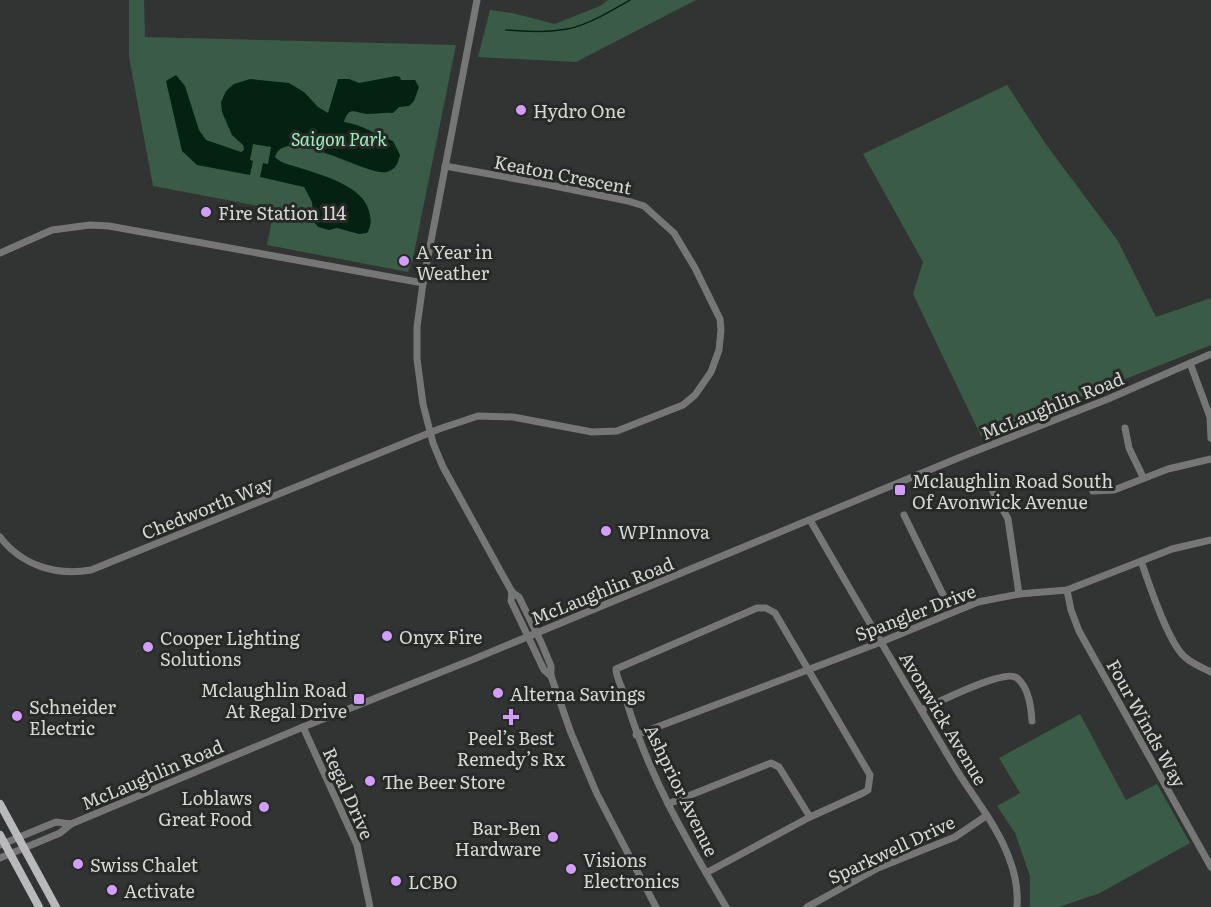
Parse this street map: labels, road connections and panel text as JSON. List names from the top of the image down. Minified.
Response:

──────────

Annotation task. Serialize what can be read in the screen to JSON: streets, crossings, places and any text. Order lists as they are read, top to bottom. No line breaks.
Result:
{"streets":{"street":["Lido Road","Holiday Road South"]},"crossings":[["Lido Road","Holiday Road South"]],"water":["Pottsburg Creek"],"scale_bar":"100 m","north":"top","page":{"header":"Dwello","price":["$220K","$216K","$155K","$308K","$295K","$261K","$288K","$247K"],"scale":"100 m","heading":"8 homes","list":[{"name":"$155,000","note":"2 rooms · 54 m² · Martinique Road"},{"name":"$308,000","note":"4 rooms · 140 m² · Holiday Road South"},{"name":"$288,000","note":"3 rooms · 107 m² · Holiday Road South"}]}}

──────────

Give nothing but the number of lines in the entries that include "text".

2